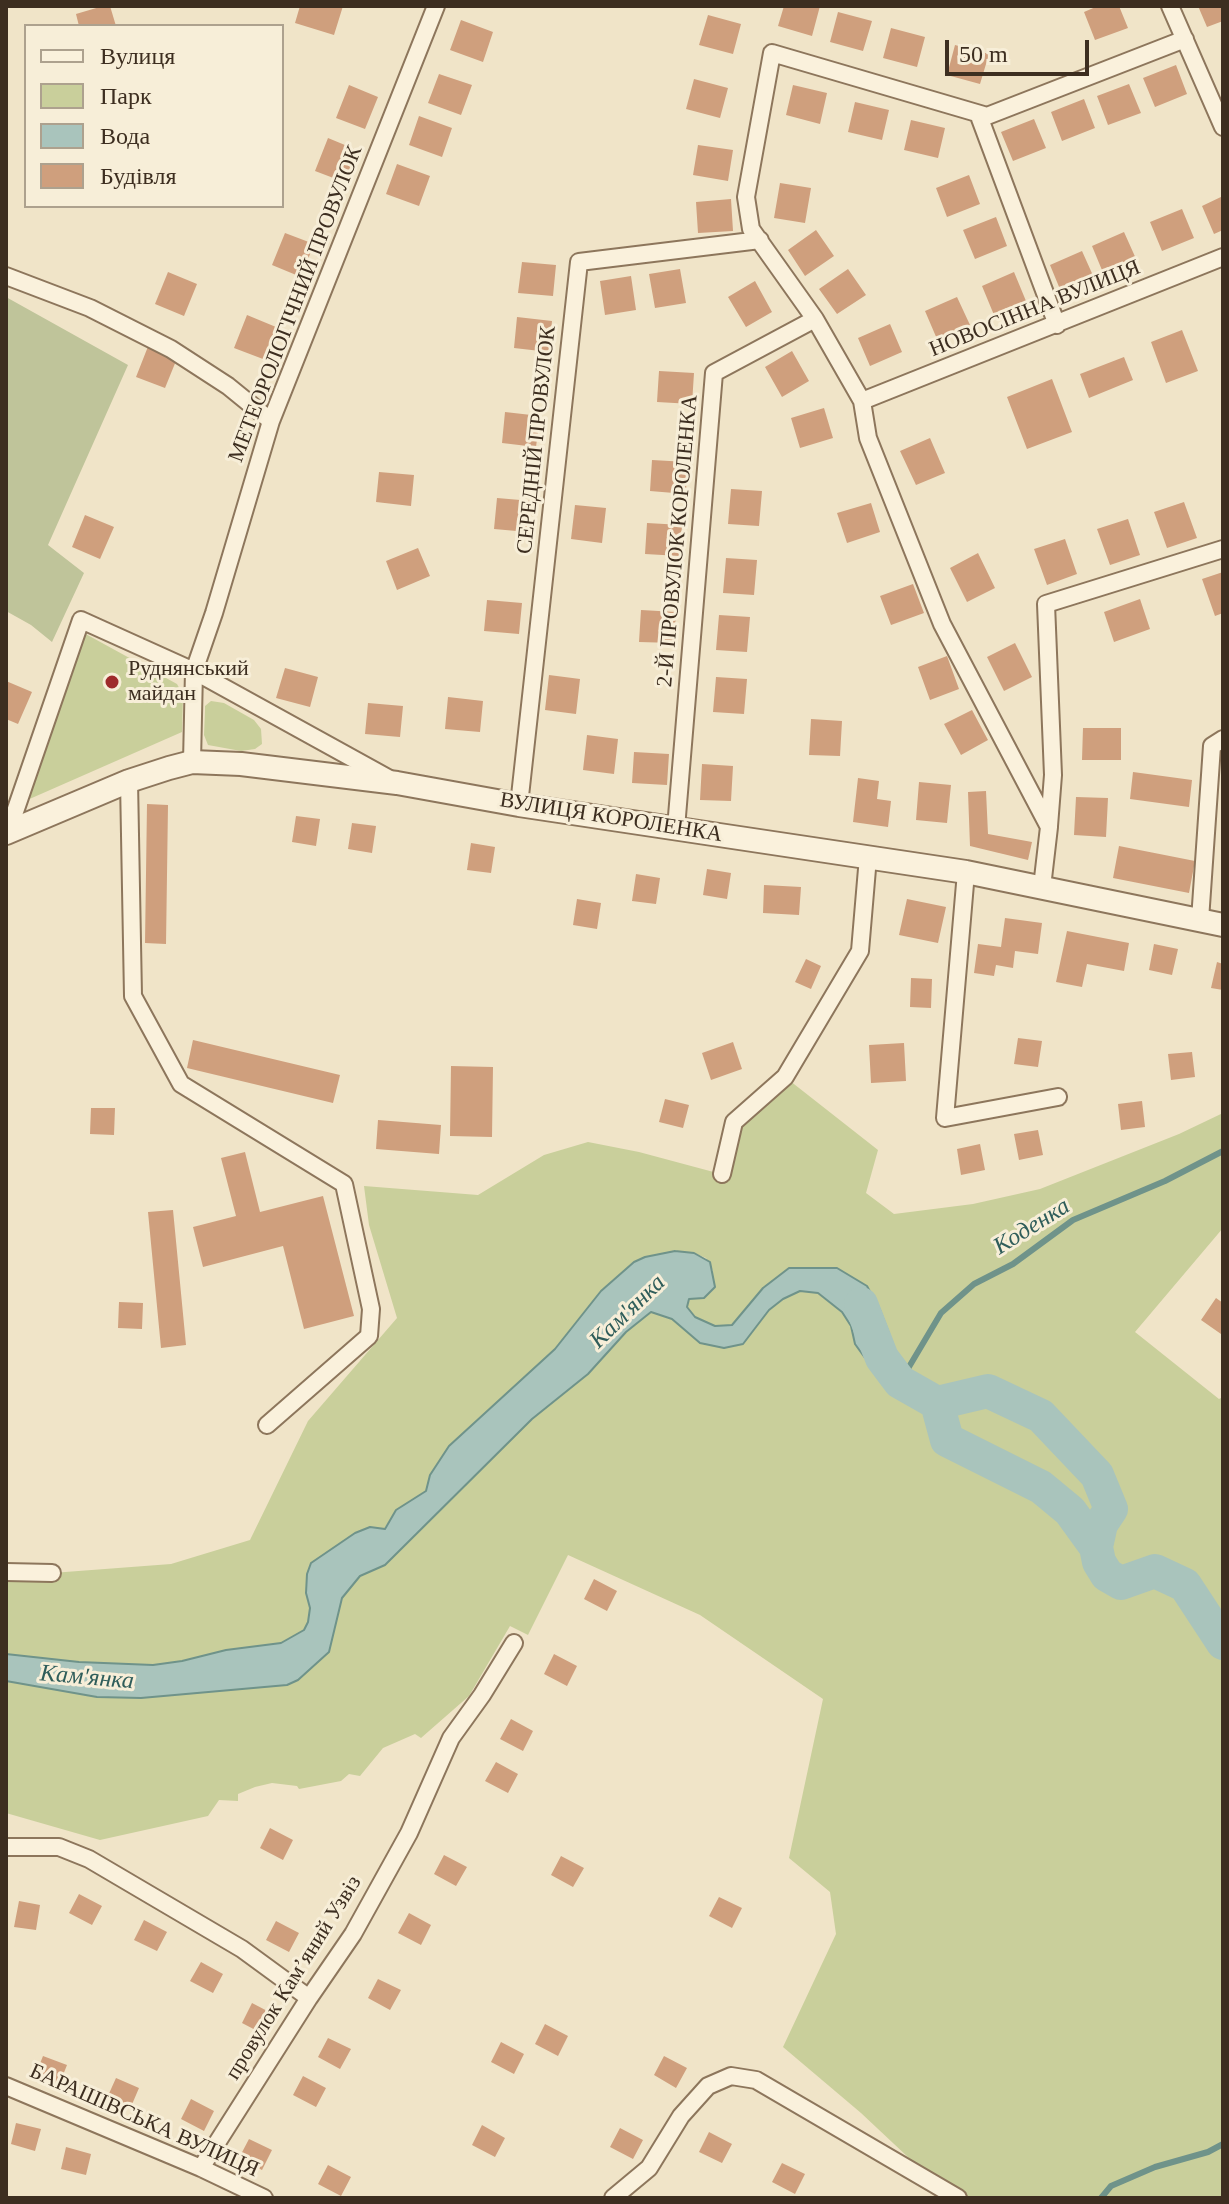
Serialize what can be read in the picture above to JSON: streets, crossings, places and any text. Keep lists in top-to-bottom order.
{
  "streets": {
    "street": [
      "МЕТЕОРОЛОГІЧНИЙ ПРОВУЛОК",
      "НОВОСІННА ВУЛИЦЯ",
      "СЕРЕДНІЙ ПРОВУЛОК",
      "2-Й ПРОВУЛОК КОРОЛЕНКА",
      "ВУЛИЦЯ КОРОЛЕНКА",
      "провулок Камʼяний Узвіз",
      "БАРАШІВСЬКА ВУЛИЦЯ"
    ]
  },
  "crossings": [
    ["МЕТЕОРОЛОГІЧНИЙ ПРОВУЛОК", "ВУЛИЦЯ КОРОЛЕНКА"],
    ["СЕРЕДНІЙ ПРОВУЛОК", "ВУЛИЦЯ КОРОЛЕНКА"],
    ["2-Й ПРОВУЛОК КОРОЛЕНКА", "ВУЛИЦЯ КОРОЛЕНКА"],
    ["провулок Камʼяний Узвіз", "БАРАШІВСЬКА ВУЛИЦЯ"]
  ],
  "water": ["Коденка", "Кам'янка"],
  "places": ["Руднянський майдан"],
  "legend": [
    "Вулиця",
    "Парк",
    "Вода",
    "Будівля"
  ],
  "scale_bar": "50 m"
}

☆ ☆ ☆ ☆ ☆

REQUIREMENT - Omit the pictures; restate every entry word for word.

EXPECTED OUTPUT -
Serialize what can be read in the picture above to JSON: streets, crossings, places and any text. Keep lists in top-to-bottom order.
{
  "streets": {
    "street": [
      "МЕТЕОРОЛОГІЧНИЙ ПРОВУЛОК",
      "НОВОСІННА ВУЛИЦЯ",
      "СЕРЕДНІЙ ПРОВУЛОК",
      "2-Й ПРОВУЛОК КОРОЛЕНКА",
      "ВУЛИЦЯ КОРОЛЕНКА",
      "провулок Камʼяний Узвіз",
      "БАРАШІВСЬКА ВУЛИЦЯ"
    ]
  },
  "crossings": [
    ["МЕТЕОРОЛОГІЧНИЙ ПРОВУЛОК", "ВУЛИЦЯ КОРОЛЕНКА"],
    ["СЕРЕДНІЙ ПРОВУЛОК", "ВУЛИЦЯ КОРОЛЕНКА"],
    ["2-Й ПРОВУЛОК КОРОЛЕНКА", "ВУЛИЦЯ КОРОЛЕНКА"],
    ["провулок Камʼяний Узвіз", "БАРАШІВСЬКА ВУЛИЦЯ"]
  ],
  "water": ["Коденка", "Кам'янка"],
  "places": ["Руднянський майдан"],
  "legend": [
    "Вулиця",
    "Парк",
    "Вода",
    "Будівля"
  ],
  "scale_bar": "50 m"
}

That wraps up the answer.